• _WHAT TO PRODUCE_
If a line in the data holds the string "middle", list it.

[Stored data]
━━━━━━

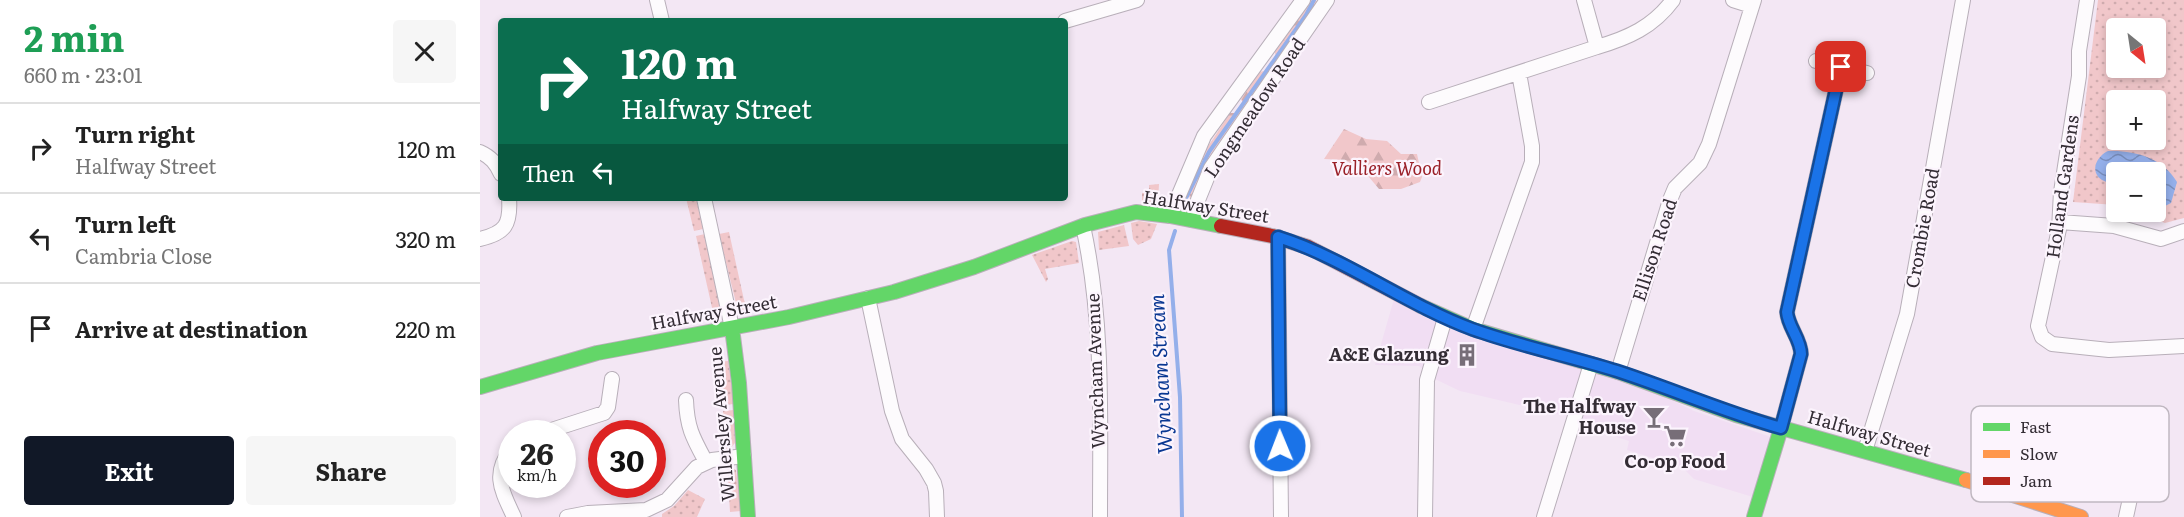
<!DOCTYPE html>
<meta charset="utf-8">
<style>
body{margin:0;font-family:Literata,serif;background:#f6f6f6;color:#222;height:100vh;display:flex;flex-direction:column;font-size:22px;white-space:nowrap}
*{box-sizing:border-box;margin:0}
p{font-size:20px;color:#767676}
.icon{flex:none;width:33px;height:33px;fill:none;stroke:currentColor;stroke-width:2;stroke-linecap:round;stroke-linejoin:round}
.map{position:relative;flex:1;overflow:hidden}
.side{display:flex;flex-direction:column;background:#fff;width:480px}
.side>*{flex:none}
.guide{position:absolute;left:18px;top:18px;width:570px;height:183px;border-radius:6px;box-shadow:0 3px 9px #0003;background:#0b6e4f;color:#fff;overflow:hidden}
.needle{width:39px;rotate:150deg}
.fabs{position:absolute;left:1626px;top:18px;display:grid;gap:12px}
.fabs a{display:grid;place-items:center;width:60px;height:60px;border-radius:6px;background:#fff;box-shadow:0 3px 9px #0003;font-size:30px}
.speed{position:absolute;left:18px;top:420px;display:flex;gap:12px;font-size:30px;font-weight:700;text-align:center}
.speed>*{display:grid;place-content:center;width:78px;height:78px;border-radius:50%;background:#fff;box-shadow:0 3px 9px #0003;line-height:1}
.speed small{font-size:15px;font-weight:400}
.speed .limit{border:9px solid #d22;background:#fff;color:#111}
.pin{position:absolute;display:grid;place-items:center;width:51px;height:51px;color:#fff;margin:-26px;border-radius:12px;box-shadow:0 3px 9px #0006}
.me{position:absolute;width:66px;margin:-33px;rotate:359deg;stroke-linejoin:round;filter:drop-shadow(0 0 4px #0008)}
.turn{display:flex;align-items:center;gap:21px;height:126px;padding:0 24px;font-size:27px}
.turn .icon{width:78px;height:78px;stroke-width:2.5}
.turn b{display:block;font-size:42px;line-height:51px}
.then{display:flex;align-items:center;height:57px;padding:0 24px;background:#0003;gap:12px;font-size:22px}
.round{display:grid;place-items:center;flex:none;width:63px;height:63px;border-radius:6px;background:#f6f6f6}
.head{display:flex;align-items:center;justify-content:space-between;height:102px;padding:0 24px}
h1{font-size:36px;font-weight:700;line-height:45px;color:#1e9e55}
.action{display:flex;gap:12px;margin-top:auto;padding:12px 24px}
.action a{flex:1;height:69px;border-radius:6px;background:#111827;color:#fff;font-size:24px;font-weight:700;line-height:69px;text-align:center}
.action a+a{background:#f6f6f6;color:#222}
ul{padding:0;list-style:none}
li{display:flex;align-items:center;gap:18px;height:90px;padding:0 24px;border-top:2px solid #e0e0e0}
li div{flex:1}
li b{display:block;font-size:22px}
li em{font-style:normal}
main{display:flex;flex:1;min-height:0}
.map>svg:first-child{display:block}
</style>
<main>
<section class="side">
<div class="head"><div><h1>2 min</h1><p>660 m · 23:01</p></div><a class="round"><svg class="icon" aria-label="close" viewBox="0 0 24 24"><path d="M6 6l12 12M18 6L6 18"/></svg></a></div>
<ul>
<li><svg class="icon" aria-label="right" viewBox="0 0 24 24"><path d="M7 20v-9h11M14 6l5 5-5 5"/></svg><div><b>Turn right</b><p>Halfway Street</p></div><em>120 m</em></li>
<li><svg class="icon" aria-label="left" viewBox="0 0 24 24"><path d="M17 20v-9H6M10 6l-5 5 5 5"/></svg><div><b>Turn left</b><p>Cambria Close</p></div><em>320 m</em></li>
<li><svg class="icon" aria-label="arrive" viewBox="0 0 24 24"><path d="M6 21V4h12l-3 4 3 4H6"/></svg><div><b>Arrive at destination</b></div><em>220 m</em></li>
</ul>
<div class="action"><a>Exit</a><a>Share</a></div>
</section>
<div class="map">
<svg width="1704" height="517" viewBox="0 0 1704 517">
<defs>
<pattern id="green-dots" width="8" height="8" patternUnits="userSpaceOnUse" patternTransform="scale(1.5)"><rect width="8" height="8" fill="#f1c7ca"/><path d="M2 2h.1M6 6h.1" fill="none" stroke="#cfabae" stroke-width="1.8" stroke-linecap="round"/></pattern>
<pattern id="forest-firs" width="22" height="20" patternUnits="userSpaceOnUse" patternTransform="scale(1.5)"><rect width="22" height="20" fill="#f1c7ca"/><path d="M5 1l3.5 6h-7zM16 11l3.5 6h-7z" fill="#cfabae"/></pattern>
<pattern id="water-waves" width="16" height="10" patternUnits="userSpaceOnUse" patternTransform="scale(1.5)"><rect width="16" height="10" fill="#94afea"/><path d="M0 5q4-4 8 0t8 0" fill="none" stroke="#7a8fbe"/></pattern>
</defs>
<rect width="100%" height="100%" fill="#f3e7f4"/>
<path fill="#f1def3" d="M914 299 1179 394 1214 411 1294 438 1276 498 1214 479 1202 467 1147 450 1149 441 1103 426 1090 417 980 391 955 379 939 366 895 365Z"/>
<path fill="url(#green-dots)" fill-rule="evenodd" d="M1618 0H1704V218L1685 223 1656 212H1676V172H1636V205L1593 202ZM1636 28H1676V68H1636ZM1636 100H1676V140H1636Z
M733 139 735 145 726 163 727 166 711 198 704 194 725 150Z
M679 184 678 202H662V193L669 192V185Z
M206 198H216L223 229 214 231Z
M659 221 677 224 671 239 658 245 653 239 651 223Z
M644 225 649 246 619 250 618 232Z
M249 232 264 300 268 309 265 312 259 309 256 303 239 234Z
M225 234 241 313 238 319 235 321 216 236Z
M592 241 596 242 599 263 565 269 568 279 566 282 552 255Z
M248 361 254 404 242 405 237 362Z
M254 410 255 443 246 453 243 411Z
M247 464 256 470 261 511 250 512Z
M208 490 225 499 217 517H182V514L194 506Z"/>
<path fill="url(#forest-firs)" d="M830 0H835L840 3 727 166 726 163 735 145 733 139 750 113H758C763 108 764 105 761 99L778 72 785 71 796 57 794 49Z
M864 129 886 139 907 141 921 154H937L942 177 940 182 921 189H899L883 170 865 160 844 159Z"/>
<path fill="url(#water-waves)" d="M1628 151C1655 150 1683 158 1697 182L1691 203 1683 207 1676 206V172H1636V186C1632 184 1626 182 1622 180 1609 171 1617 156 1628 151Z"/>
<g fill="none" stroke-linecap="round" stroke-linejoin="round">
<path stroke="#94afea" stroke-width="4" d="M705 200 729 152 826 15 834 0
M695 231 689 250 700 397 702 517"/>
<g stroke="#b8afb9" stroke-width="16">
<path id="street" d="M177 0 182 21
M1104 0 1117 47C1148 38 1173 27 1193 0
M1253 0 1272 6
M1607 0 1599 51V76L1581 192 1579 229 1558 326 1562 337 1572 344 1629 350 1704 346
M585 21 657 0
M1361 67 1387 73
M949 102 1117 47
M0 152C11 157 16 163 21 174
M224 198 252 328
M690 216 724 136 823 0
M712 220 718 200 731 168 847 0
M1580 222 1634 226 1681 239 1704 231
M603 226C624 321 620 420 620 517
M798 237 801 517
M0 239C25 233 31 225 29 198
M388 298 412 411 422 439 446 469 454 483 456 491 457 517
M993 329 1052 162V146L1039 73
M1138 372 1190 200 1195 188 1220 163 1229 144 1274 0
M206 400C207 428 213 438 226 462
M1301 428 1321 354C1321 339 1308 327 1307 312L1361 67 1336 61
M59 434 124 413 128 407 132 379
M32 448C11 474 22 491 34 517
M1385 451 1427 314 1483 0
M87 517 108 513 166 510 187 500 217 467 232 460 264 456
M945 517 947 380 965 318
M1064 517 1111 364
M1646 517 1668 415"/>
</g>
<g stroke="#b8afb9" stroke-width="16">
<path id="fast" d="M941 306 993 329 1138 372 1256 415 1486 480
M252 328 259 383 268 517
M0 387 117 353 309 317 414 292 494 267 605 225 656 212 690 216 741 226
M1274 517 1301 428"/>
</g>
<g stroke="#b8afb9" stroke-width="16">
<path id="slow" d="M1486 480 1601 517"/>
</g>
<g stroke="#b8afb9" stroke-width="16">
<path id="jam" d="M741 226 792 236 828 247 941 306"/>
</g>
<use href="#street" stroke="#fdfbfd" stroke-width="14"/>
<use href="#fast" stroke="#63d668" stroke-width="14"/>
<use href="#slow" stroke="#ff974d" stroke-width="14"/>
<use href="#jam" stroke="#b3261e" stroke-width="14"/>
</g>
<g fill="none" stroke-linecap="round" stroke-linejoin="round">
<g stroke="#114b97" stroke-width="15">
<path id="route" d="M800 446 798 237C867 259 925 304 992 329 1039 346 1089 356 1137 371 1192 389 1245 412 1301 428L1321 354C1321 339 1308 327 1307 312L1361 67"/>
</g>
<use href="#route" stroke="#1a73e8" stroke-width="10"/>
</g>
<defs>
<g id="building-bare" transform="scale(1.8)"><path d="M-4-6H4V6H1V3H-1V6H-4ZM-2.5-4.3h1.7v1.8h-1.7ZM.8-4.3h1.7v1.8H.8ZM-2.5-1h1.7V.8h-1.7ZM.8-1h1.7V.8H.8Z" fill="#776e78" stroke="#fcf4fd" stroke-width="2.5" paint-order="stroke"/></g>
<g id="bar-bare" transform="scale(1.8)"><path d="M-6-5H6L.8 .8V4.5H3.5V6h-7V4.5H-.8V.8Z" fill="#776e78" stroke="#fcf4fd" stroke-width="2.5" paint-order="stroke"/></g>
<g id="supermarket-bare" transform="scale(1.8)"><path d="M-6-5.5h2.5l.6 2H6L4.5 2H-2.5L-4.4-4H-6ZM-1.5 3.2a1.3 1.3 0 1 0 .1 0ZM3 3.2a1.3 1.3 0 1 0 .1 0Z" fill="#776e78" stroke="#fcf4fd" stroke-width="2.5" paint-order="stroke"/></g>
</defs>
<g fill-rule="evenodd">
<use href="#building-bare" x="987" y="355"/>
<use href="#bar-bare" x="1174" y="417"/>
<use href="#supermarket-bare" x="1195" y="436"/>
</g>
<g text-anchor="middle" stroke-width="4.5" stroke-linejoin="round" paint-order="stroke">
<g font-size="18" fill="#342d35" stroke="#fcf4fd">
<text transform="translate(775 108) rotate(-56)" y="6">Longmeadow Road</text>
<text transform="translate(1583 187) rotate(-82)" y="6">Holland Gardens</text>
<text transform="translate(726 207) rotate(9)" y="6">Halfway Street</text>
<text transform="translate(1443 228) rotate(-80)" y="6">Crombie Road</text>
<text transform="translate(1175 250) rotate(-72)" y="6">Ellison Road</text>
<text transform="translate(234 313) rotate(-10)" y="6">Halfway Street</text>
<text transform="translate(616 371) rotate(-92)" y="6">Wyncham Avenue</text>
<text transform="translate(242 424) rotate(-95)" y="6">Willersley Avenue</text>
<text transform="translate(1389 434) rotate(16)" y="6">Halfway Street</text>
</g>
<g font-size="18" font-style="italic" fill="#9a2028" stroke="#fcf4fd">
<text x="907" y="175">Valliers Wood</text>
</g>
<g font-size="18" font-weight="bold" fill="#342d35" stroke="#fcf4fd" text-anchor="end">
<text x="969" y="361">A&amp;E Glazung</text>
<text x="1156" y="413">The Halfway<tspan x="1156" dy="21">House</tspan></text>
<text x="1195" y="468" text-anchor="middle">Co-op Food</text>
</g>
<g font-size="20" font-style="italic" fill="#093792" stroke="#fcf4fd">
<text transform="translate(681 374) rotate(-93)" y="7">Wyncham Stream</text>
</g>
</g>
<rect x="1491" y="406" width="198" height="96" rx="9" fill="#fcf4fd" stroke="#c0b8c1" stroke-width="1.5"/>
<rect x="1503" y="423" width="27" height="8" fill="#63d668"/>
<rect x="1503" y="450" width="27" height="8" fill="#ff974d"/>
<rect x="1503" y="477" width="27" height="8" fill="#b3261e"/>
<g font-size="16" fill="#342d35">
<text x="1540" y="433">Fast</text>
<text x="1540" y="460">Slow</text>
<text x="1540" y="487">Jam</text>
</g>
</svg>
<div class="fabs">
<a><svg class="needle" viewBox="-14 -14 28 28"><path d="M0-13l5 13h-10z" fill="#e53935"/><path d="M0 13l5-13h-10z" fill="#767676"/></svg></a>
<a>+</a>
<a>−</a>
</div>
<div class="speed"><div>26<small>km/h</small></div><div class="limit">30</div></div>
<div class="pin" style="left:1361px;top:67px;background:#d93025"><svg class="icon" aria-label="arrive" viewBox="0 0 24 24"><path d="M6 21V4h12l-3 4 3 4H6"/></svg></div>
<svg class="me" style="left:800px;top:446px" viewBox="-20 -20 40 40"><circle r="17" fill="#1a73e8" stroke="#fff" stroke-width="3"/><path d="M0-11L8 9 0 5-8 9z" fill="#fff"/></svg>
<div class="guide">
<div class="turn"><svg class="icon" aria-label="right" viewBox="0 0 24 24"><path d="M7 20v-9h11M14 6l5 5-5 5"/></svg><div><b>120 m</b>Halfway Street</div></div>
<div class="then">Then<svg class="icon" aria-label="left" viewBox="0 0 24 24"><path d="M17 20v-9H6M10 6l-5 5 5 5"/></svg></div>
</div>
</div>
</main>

━━━━━━

• _RESPONSE TO THIS EXERCISE_
<g text-anchor="middle" stroke-width="4.5" stroke-linejoin="round" paint-order="stroke">
<text x="1195" y="468" text-anchor="middle">Co-op Food</text>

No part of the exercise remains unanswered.